Essa é a proposta levada a cabo nos quatro capítulos da obra, que começam por tratar [1] do enfoque social da responsabilidade, destacando o diagnóstico de Jonas em relação aos perigos contidos no progresso tecnológico e a importância dos fatores econômicos e sociais na reflexão ecológica (o que exigiu que Pommier recorresse às ideias da filósofa norte-americana Iris Marion Young sobre o princípio da conexão social, principalmente em sua obra Responsability for Justice, de 2013); [2] da discussão conceitual sobre a responsabilidade, capítulo no qual o autor analisa comparativamente a ética da responsabilidade de Hans Jonas e a ética do discurso de Apel, concluindo por responder às críticas do segundo ao primeiro; [3] da definição de democracia ambiental sob a égide dos conceitos de responsabilidade e deliberação, no qual Pommier analisa as possíveis aporias do pensamento político de Jonas, criticando o regime democrático contratualista e acentuando a importância do regime deliberativo (discutindo com autores como Young, mas também Yves Charles Zarka, Dominique Bourg, Stephen Gardiner, Régis Debray e Hannah Arendt); [4] da comunidade biótica à Terra, no qual o autor pretende “fundar o dever ecológico”, apoiando-se tanto em Jonas quanto em Aldo Leopoldo, John Baird Callicott (Thinking like a planet.

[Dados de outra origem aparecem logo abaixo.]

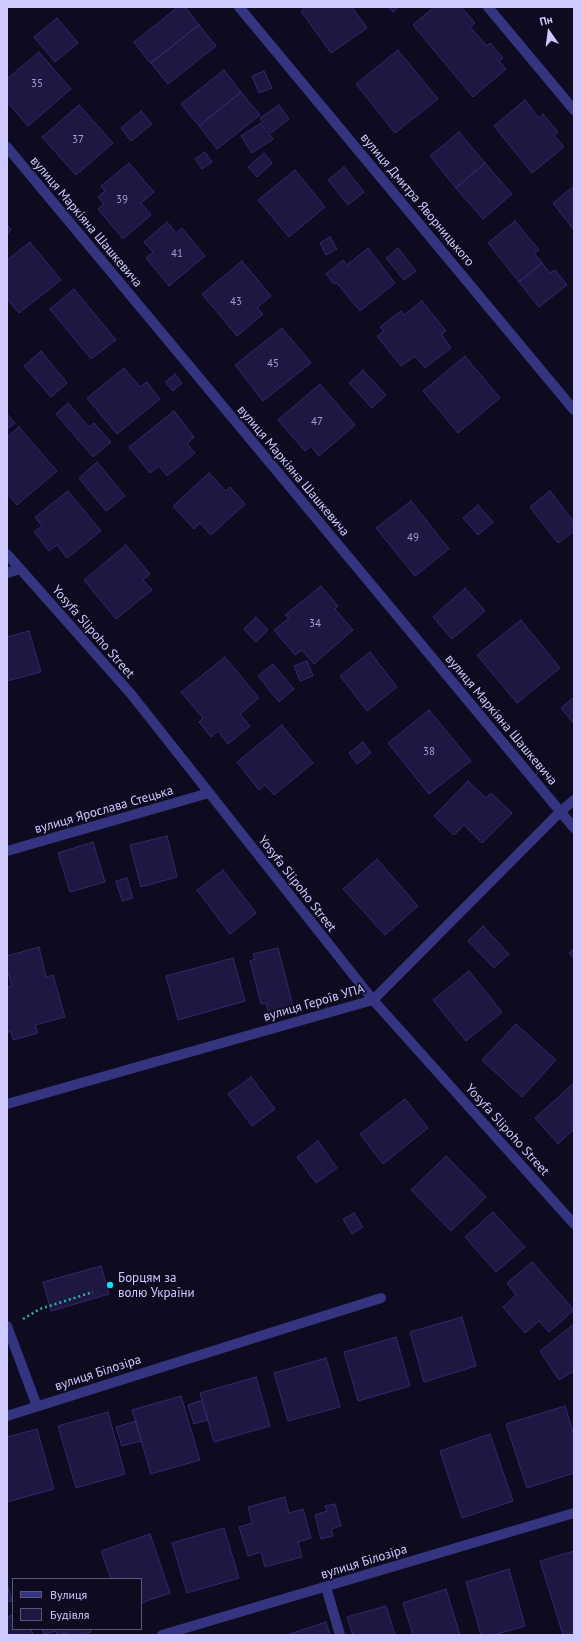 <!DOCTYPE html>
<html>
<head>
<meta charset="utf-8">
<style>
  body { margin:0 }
  #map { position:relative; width:581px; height:1642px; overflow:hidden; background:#0e0b20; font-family:"PT Sans",sans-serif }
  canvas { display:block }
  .frame { position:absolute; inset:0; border:8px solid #cecaff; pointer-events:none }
  .legend { position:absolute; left:12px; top:1578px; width:130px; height:52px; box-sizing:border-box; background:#0e0b20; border:1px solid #5b5779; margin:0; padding:5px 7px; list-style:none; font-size:12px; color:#cecaff }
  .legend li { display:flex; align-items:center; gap:8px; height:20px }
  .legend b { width:20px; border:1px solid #5b5779 }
  .north { position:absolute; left:529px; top:12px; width:40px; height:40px; -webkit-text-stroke:3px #0e0b20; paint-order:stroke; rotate:346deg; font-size:11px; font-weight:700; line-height:16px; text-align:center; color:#cecaff }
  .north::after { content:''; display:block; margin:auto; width:14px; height:18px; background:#cecaff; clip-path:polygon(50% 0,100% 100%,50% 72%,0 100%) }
</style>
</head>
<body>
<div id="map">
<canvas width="581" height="1642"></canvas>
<div class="frame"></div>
<ul class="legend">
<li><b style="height:5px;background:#353481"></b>Вулиця</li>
<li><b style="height:11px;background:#1e1741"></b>Будівля</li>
</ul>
<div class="north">Пн</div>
</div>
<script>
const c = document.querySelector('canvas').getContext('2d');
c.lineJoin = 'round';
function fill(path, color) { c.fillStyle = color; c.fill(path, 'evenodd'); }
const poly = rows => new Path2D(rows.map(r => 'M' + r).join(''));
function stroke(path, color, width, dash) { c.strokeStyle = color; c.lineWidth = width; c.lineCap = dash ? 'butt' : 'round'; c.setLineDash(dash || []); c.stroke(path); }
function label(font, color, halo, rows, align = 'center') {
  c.font = font + ' "PT Sans",sans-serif'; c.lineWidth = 3.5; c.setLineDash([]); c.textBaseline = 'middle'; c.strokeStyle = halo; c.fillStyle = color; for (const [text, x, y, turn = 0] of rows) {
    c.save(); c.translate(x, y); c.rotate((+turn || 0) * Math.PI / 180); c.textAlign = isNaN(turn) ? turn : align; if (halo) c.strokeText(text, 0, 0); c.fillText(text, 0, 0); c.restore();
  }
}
const building = poly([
  [178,7,185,7,199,25,150,63,134,42,178,7],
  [306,7,352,7,367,28,331,53,301,11,306,7],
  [389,7,398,7,393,12,389,7],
  [434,7,461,7,475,23,470,27,487,46,490,43,503,58,499,61,506,69,473,97,413,25,434,7],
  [57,18,78,43,55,62,34,37,57,18],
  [199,25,216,46,168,84,151,63,199,25],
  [398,50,438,99,395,133,356,84,398,50],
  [39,52,71,89,28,126,7,102,7,79,39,52],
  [224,70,241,92,199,126,181,104,224,70],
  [264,71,272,88,259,93,252,76,264,71],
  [241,92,260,115,217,149,199,126,241,92],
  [525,100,539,118,543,114,558,132,554,135,564,147,532,173,494,126,525,100],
  [79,105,113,143,76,175,42,137,79,105],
  [279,105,289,119,271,133,260,118,279,105],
  [141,111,152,124,131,141,121,128,141,111],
  [261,123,273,139,252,153,241,136,261,123],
  [459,132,485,163,456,188,430,156,459,132],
  [205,152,212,162,202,169,195,159,205,152],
  [264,153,272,163,257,177,248,167,264,153],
  [129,163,154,192,141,203,151,215,123,239,98,209,104,204,98,197,105,191,101,186,129,163],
  [485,163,512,194,483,219,456,188,485,163],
  [344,167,364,192,348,205,328,180,344,167],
  [295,170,325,207,289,237,258,200,295,170],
  [574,186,574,230,553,203,574,186],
  [515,221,539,250,534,253,542,263,519,282,488,243,515,221],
  [167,222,176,233,182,228,205,256,169,286,146,258,153,252,144,242,167,222],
  [7,225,11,230,7,234,7,225],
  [330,237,337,249,326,255,320,243,330,237],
  [30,242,61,280,19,313,7,299,7,260,30,242],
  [368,248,395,283,360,311,336,282,334,284,326,274,343,260,347,265,368,248],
  [398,248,416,271,404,280,386,258,398,248],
  [242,261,271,296,257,308,263,314,237,336,202,294,242,261],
  [542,263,550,273,555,270,567,285,539,307,519,282,542,263],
  [74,289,116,340,91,359,50,309,74,289],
  [422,301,446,331,441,334,451,348,425,368,415,356,401,366,377,336,384,331,380,327,401,311,404,315,422,301],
  [282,328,311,363,263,401,235,365,282,328],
  [41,351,67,383,51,397,24,366,41,351],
  [465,356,500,398,458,433,423,391,465,356],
  [124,368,140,387,147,382,160,399,117,434,87,398,124,368],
  [363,370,386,395,372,408,349,383,363,370],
  [175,374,182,383,173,391,165,382,175,374],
  [320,384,355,425,319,456,311,446,305,451,278,420,320,384],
  [68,403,89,427,94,423,111,442,93,457,56,414,68,403],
  [174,411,194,437,187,444,195,453,167,476,159,466,150,473,129,447,174,411],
  [7,414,15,423,7,429,7,414],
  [19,427,57,471,17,505,7,493,7,437,19,427],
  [97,462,125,496,106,511,79,478,97,462],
  [209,473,226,491,230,487,245,504,211,535,200,523,194,529,173,506,209,473],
  [68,491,101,531,67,558,57,545,49,551,34,532,42,526,35,517,68,491],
  [550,491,574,522,574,531,558,543,530,507,550,491],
  [411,501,449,549,415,576,376,528,411,501],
  [478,505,493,522,478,535,463,518,478,505],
  [126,545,150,574,143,580,152,590,116,619,84,580,126,545],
  [321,586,338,606,335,609,353,630,314,664,302,650,295,655,274,630,289,618,285,615,321,586],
  [465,588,485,611,452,639,433,617,465,588],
  [256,617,268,630,256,642,244,629,256,617],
  [521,620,560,668,517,703,477,655,521,620],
  [29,631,41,672,7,681,7,637,29,631],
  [370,652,397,687,367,711,340,676,370,652],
  [225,657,259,698,240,714,250,726,228,744,218,731,211,737,199,722,203,718,181,692,225,657],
  [307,661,313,676,300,681,294,666,307,661],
  [273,664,294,689,279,702,258,676,273,664],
  [574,697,574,724,561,708,574,697],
  [429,710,471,761,429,794,388,743,429,710],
  [282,725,313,763,274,795,265,785,259,790,237,762,282,725],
  [363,742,371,753,357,764,349,753,363,742],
  [468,781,486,798,491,793,512,813,482,843,464,825,454,835,434,816,468,781],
  [167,836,177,877,141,887,130,845,167,836],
  [93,842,105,882,70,892,58,853,93,842],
  [377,859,418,906,385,935,343,889,377,859],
  [223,870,256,913,230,934,197,890,223,870],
  [127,878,133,898,122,901,116,881,127,878],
  [483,926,509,954,494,968,468,941,483,926],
  [39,947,46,977,53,975,65,1017,35,1025,38,1033,13,1040,11,1031,7,1033,7,987,12,986,7,969,7,956,39,947],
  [278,948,294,1010,269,1016,266,1003,261,1004,250,961,255,959,253,954,278,948],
  [574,949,574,958,569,953,574,949],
  [233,958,245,1001,178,1020,166,976,233,958],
  [469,971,502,1012,466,1041,433,1000,469,971],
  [516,1024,556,1060,522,1097,482,1060,516,1024],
  [251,1077,275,1109,252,1126,228,1094,251,1077],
  [574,1083,574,1129,558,1144,535,1118,574,1083],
  [405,1099,428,1128,383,1164,360,1134,405,1099],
  [318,1141,337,1168,316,1183,297,1157,318,1141],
  [446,1156,486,1197,451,1231,411,1190,446,1156],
  [493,1212,525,1247,496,1272,465,1237,493,1212],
  [354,1213,363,1227,352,1234,343,1219,354,1213],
  [532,1262,574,1310,549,1332,539,1321,525,1333,503,1307,516,1295,507,1283,532,1262],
  [101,1266,109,1294,51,1311,43,1282,101,1266],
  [462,1317,476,1366,424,1382,410,1332,462,1317],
  [574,1324,574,1371,559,1380,540,1351,574,1324],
  [396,1337,410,1386,358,1401,344,1352,396,1337],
  [326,1358,340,1407,288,1421,274,1373,326,1358],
  [256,1377,270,1426,214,1442,200,1393,256,1377],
  [181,1396,200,1460,151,1474,132,1410,181,1396],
  [202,1400,208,1420,194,1424,188,1405,202,1400],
  [565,1406,574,1435,574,1473,527,1488,506,1424,565,1406],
  [108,1412,125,1474,76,1488,58,1426,108,1412],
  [136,1421,141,1441,122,1446,116,1427,136,1421],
  [37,1429,54,1489,7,1502,7,1437,37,1429],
  [490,1434,513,1501,462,1518,440,1451,490,1434],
  [285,1497,289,1513,303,1509,311,1538,298,1542,302,1557,265,1567,261,1552,248,1556,239,1527,252,1523,248,1507,285,1497],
  [335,1504,341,1526,331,1529,333,1536,321,1539,315,1515,327,1511,325,1506,335,1504],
  [224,1528,239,1578,187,1593,172,1543,224,1528],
  [150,1534,170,1593,141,1603,141,1579,111,1579,101,1551,150,1534],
  [574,1551,574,1632,563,1635,540,1561,574,1551],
  [509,1569,525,1626,494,1635,481,1635,466,1582,509,1569],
  [7,1583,12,1601,7,1602,7,1583],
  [446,1589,460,1635,413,1635,403,1603,446,1589],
  [386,1606,395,1635,353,1635,347,1617,386,1606],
  [13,1615,13,1629,31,1629,33,1635,7,1635,7,1617,13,1615],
  [326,1622,330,1635,287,1635,326,1622],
  [42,1629,90,1629,91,1632,78,1635,66,1635,66,1633,57,1635,56,1631,44,1634,42,1629]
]);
const path = poly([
  [23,1319,40,1309,93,1292]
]);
const service = poly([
  [560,812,574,800],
  [7,1326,37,1406],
  [326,1587,340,1635]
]);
const minor = poly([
  [239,7,574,410],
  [488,7,574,110],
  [7,147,574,828],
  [7,554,131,694,373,1000,574,1224],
  [7,573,20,569],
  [7,851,209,793],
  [7,1104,373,1000,560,812],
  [7,1416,381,1298],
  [162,1635,574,1513]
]);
const markers = [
  [110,1285,4,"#00e4f5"]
];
const numberNames = [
  ["35",37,84],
  ["37",78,140],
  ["39",122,200],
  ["41",177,254],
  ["43",236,302],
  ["45",273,364],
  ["47",317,422],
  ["49",413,538],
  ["34",315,624],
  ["38",429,752]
];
const streetNames = [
  ["вулиця Дмитра Яворницького",417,200,50],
  ["вулиця Маркіяна Шашкевича",86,222,50],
  ["вулиця Маркіяна Шашкевича",293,471,50],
  ["Yosyfa Slipoho Street",93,632,49],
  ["вулиця Маркіяна Шашкевича",501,720,50],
  ["вулиця Ярослава Стецька",104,810,-16],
  ["Yosyfa Slipoho Street",297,884,52],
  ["вулиця Героїв УПА",314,1003,-16],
  ["Yosyfa Slipoho Street",507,1130,48],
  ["вулиця Білозіра",98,1373,-18],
  ["вулиця Білозіра",364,1562,-17]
];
const poiNames = [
  ["Борцям за",118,1278],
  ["волю України",118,1293]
];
fill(building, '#1e1741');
stroke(building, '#34286e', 1);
stroke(path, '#28b5a8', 2.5, [2, 3]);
stroke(service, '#353481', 10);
stroke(minor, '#353481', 10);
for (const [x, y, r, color] of markers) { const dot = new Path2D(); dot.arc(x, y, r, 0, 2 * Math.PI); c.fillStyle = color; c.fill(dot); stroke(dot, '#0e0b20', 1.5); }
label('11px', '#a29dd0', null, numberNames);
label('13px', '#cecaff', '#0e0b20', streetNames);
label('13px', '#cecaff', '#0e0b20', poiNames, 'left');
</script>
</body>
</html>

The land ethic and the Earth ethic, 2013), Holmes Rolston III e Agnes Naess (especialmente Écologie, communauté et style de vie). Com esse quadro teórico, nota-se desde já que o trabalho de Pommier é não apenas ousado como sobretudo útil para quem pretende compreender as principais referências do debate proposto. Nota-se, outrossim, que embora Hans Jonas seja a principal referência da obra, Pommier não se limita a ele, forjando relações complementares que alargam o espectro argumentativo do próprio filósofo alemão - quiçá, em alguns pontos, até mesmo atualizando-o; o que não é de pouca monta. Jonas, na verdade, é a matriz sobre a qual Pommier decalca o pensamento dos diferentes autores que ele, magistralmente, apresenta para cimentar a sua própria reflexão.

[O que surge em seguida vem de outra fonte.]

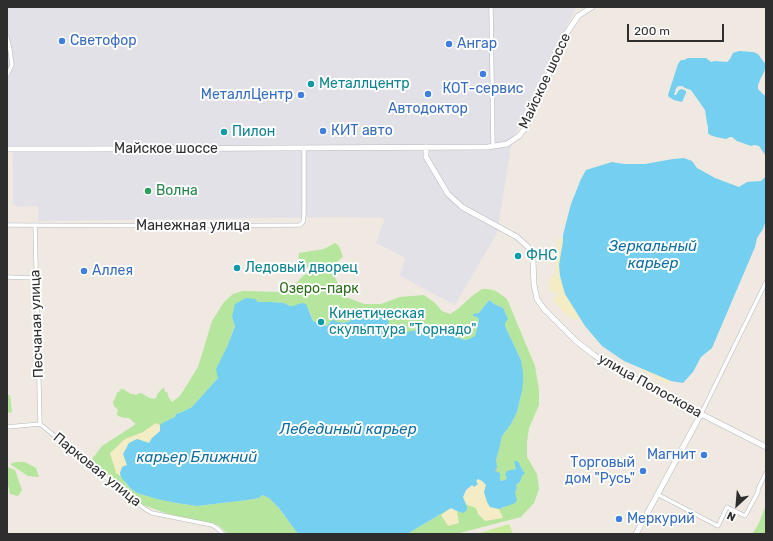 <!DOCTYPE html>
<html>
<head>
<meta charset="utf-8">
<style>
  body { margin:0 }
  #map { position:relative; width:773px; height:541px; overflow:hidden; background:#efe9e1; font-family:Rubik,sans-serif }
  canvas { display:block }
  .frame { position:absolute; inset:0; border:8px solid #2e2e2e; pointer-events:none }
  .north { position:absolute; left:717px; top:485px; width:40px; height:40px; -webkit-text-stroke:3px #fff; paint-order:stroke; rotate:206deg; font-size:11px; font-weight:700; line-height:16px; text-align:center; color:#2e2e2e }
  .north::after { content:''; display:block; margin:auto; width:14px; height:18px; background:#2e2e2e; clip-path:polygon(50% 0,100% 100%,50% 72%,0 100%) }
  .scale { position:absolute; left:627px; top:24px; width:97px; height:18px; box-sizing:border-box; border:2px solid #2e2e2e; border-top:0; padding-left:5px; font-size:12px; line-height:14px; white-space:nowrap; color:#2e2e2e; -webkit-text-stroke:3px #fff; paint-order:stroke }
</style>
</head>
<body>
<div id="map">
<canvas width="773" height="541"></canvas>
<div class="frame"></div>
<div class="north">N</div>
<div class="scale">200 m</div>
</div>
<script>
const c = document.querySelector('canvas').getContext('2d');
c.lineJoin = 'round';
function paint(path, color) { c.fillStyle = color; c.fill(path, 'evenodd'); }
const shape = rows => new Path2D(rows.map(r => 'M' + r).join(''));
function trace(path, color, width, dash) { c.strokeStyle = color; c.lineWidth = width; c.lineCap = dash ? 'butt' : 'round'; c.setLineDash(dash || []); c.stroke(path); }
function drawText(font, color, halo, rows, align = 'center') {
  c.font = font + ' Rubik,sans-serif'; c.lineWidth = 4; c.setLineDash([]); c.textBaseline = 'middle'; c.strokeStyle = halo; c.fillStyle = color; for (const [text, x, y, turn = 0] of rows) {
    c.save(); c.translate(x, y); c.rotate((+turn || 0) * Math.PI / 180); c.textAlign = isNaN(turn) ? turn : align; if (halo) c.strokeText(text, 0, 0); c.fillText(text, 0, 0); c.restore();
  }
}
const industrial = shape([
  [7,7,576,7,512,141,497,233,455,305,400,276,405,258,376,243,385,218,340,217,38,221,38,206,16,207,16,205,13,205,13,165,12,147,7,147]
]);
const green = shape([
  [335,243,339,246,343,257,331,267,320,266,311,266,306,268,298,267,299,253,324,249],
  [316,267,326,268,333,273,339,286,346,297,364,304,381,304,400,297,424,295,435,303,442,311,450,314,459,308,472,296,482,289,488,289,496,291,507,299,535,366,539,390,539,405,529,428,527,442,527,457,537,474,539,489,534,503,521,517,456,534,407,534,451,508,457,511,467,507,465,504,499,509,505,507,515,493,517,488,516,485,520,482,523,471,519,463,516,469,506,476,507,478,505,480,500,481,495,471,496,460,499,450,502,436,511,424,517,412,522,391,521,360,505,326,503,308,494,304,489,300,479,313,477,317,479,320,475,337,469,339,464,340,459,338,454,334,446,330,436,328,430,330,423,329,412,331,402,336,392,336,388,333,379,313,367,314,360,314,348,322,341,323,330,322,327,326,322,325,313,321,310,312,302,303,296,306,290,306,284,303,271,302,258,302,232,317,235,325,227,347,219,379,217,379,192,407,182,412,176,414,175,417,164,422,152,438,125,483,130,488,137,493,144,495,176,503,197,506,248,500,259,498,262,495,269,498,279,508,298,534,228,534,218,525,168,514,143,505,89,463,102,446,136,424,129,418,125,418,118,416,117,414,118,410,114,406,113,402,117,394,116,393,119,392,121,388,121,390,123,389,131,394,133,394,135,395,141,393,148,397,151,399,152,397,153,399,156,398,158,393,164,387,165,392,167,392,169,398,172,402,180,396,198,367,212,321,224,302,233,294,243,291,278,292,289,291,303,276],
  [7,395,10,395,12,412,7,413],
  [16,462,25,462,36,468,39,477,28,476,10,464],
  [7,467,15,470,22,490,18,496,10,494,7,480],
  [766,505,766,534,752,534,758,525]
]);
const sand = shape([
  [563,238,565,294,579,317,578,321,567,315,552,299,556,297,557,295,556,292,550,291,549,286,550,280,555,274,556,269,555,262,550,258,554,254,557,249,558,239],
  [640,368,668,380,670,385,646,373],
  [156,423,160,425,160,431,152,438,149,443,137,439,127,465,120,473,121,477,116,473,110,453,125,439,143,432],
  [478,479,482,481,486,485,484,492,497,509,499,509,503,518,485,521,478,514,476,508,465,504,463,497,466,490],
  [451,508,457,511,459,523,448,526,441,515]
]);
const pitch = shape([
  [509,524,513,534,477,534,496,528]
]);
const water = shape([
  [739,51,753,52,758,54,766,65,764,72,760,80,758,85,758,89,764,95,766,96,766,156,759,146,754,145,751,146,737,141,732,137,730,137,726,139,716,137,710,135,708,133,708,127,707,123,705,110,691,90,685,88,682,86,679,86,676,88,674,95,676,95,679,90,682,89,686,91,686,93,682,102,674,100,669,97,668,95,678,64,681,60,684,60,688,58,706,58,711,62,715,61,727,62,730,59,733,53],
  [684,158,692,161,697,168,715,178,739,187,747,182,761,181,766,176,766,220,763,229,757,238,755,247,712,348,701,357,693,372,683,383,671,381,624,361,602,346,585,326,565,294,560,276,559,265,563,241,563,235,571,204,581,179,586,170,612,162,624,164,645,164,673,159],
  [246,298,255,299,258,302,271,302,284,303,290,306,293,306,302,303,306,304,313,321,322,325,327,326,330,322,333,320,341,323,348,322,360,314,367,314,379,313,385,316,389,322,386,330,388,333,392,336,402,336,406,332,423,329,430,330,436,328,446,330,454,334,459,338,464,340,469,339,475,336,479,320,477,317,473,316,473,314,479,313,489,300,494,304,503,308,508,319,505,323,505,326,521,360,523,372,523,382,522,391,517,412,511,424,502,436,499,450,496,460,497,468,495,471,500,473,500,481,505,480,507,478,505,474,507,471,516,469,514,461,517,461,519,463,523,471,525,473,522,476,520,482,516,485,517,488,515,493,517,500,515,503,499,509,490,507,487,502,484,492,486,485,482,481,478,479,476,481,478,484,474,487,472,485,466,490,463,497,467,507,467,510,463,513,457,511,451,508,407,534,298,534,279,508,269,498,262,495,259,498,248,500,197,506,176,503,157,499,137,493,130,488,121,477,120,473,122,467,127,465,123,454,129,443,137,439,149,443,152,438,160,431,160,425,164,422,175,417,176,414,182,412,192,407,217,379,218,379,216,369,227,347,235,326,232,317,235,304]
]);
const street = shape([
  [491,7,493,146],
  [7,37,10,50,12,65,7,75],
  [7,225,179,226,300,225,303,222,304,214,304,148],
  [35,225,40,424],
  [7,277,36,278],
  [701,414,766,282],
  [40,424,145,509,152,513,212,525,217,528,223,534],
  [7,427,40,424],
  [657,494,718,526,727,507,745,516,758,492,758,489,766,473]
]);
const secondary = shape([
  [426,147,426,157,448,194,462,207,517,237,528,247,533,255,533,260,534,285,537,299,544,309,576,341,594,355,610,366,686,404,701,414,766,447],
  [7,149,86,149,488,147,507,144,519,136,523,131,527,125,566,34,578,16,592,7],
  [636,534,701,414]
]);
const markers = [
  [62,41,4,"#3f7fe0"],
  [449,44,4,"#3f7fe0"],
  [483,74,4,"#3f7fe0"],
  [311,84,4,"#0f9aa8"],
  [428,94,4,"#3f7fe0"],
  [301,95,4,"#3f7fe0"],
  [323,131,4,"#3f7fe0"],
  [224,132,4,"#0f9aa8"],
  [148,191,4,"#2e9e5b"],
  [518,256,4,"#0f9aa8"],
  [237,268,4,"#0f9aa8"],
  [84,271,4,"#3f7fe0"],
  [321,322,4,"#0f9aa8"],
  [704,455,4,"#3f7fe0"],
  [643,471,4,"#3f7fe0"],
  [619,519,4,"#3f7fe0"]
];
const shopNames = [
  ["Светофор",70,41],
  ["Ангар",457,44],
  ["КОТ-сервис",483,89,"center"],
  ["МеталлЦентр",293,95,"right"],
  ["Автодоктор",428,109,"center"],
  ["КИТ авто",331,131],
  ["Аллея",92,271],
  ["Магнит",696,455,"right"],
  ["Торговый",635,463,"right"],
  ["дом \"Русь\"",635,479,"right"],
  ["Меркурий",627,519]
];
const streetNames = [
  ["Майское шоссе",545,81,-65],
  ["Майское шоссе",166,149],
  ["Манежная улица",193,226],
  ["Песчаная улица",37,324,-92],
  ["улица Полоскова",650,386,29],
  ["Парковая улица",97,470,39]
];
const cultureNames = [
  ["Металлцентр",319,84],
  ["Пилон",232,132],
  ["ФНС",526,256],
  ["Ледовый дворец",245,268],
  ["Кинетическая",329,314],
  ["скульптура \"Торнадо\"",329,330]
];
const leisureNames = [
  ["Волна",156,191]
];
const parkNames = [
  ["Озеро-парк",319,289]
];
const waterNames = [
  ["Зеркальный",653,247],
  ["карьер",653,264],
  ["Лебединый карьер",348,430],
  ["карьер Ближний",197,458]
];
paint(industrial, '#e3e1e8');
paint(green, '#b6e59e');
paint(sand, '#f3ecc5');
paint(pitch, '#c9ec9a');
paint(water, '#75cff0');
trace(street, '#b4b7c1', 4.5);
trace(secondary, '#b4b7c1', 6);
trace(street, '#fff', 3.5);
trace(secondary, '#fff', 5);
for (const [x, y, r, color] of markers) { const dot = new Path2D(); dot.arc(x, y, r, 0, 2 * Math.PI); c.fillStyle = color; c.fill(dot); trace(dot, '#fff', 1.5); }
drawText('14px', '#366cbe', '#fff', shopNames, 'left');
drawText('14px', '#2e2e2e', '#fff', streetNames);
drawText('14px', '#0d838f', '#fff', cultureNames, 'left');
drawText('14px', '#27864d', '#fff', leisureNames, 'left');
drawText('14px', '#2c6e1b', '#fff', parkNames);
drawText('italic 15px', '#0d6fa3', '#fff', waterNames);
</script>
</body>
</html>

O primeiro capítulo da obra é uma versão revisada de um artigo publicado na Revisa de Filosofia Aurora1 1 “Política de la responsabilidad. Desde Hans Jonas hacia Iris Marion Young”, Aurora, v. 32, n. 57, 2020; esse texto, aliás, foi apresentado no colóquio “El Principio responsabilidade de Hans Jonas: 40 años después”, realizado na PUC-Chile, em 2019, no marco das comemorações da publicação da obra magna de Hans Jonas, o qual foi seguido de outros dois eventos, um realizado na PUCPR e outro na PUC-SP. Não seria exagero afirmar que (tendo eu participado dos três eventos), o tema que restou como maior desafio entre os intérpretes de Jonas que atuaram nesses eventos foi, precisamente, a viabilidade política do princípio responsabilidade. Com seu livro, portanto, Pommier coloca-se em diálogo com esse grupo de pesquisadores e pesquisadoras. e retoma alguns dos pontos essenciais para se pensar a tese da responsabilidade, seja no sentido da intenção jonasiana de forjar uma ética capaz de reorientar a ação tecnológica, evitando a lenta e inexorável catástrofe que cresce a olhos vistos, seja discutindo as medidas possíveis para materializar a responsabilidade (salvando-a de certo idealismo) na forma do modelo de conexão social de Iris Marion Young, cujas ideias partem do reconhecimento de que nossa responsabilidade parte da evidência política de que, sendo participantes de um corpo social, já somos responsáveis pela justiça ou injustiça praticadas nesse âmbito. Seria preciso, afinal, manter o poder de ação do indivíduo e evitar o fatalismo que desencoraja as ações de resistência e, ao mesmo tempo, induz à espera das decisões dos políticos profissionais. A saída, nesse caso, é de tipo política, e a pergunta que resta responder diz respeito à justiça ambiental em relação com os seres extra-humanos e, principalmente, com as gerações do futuro - que ainda não são membros da comunidade política.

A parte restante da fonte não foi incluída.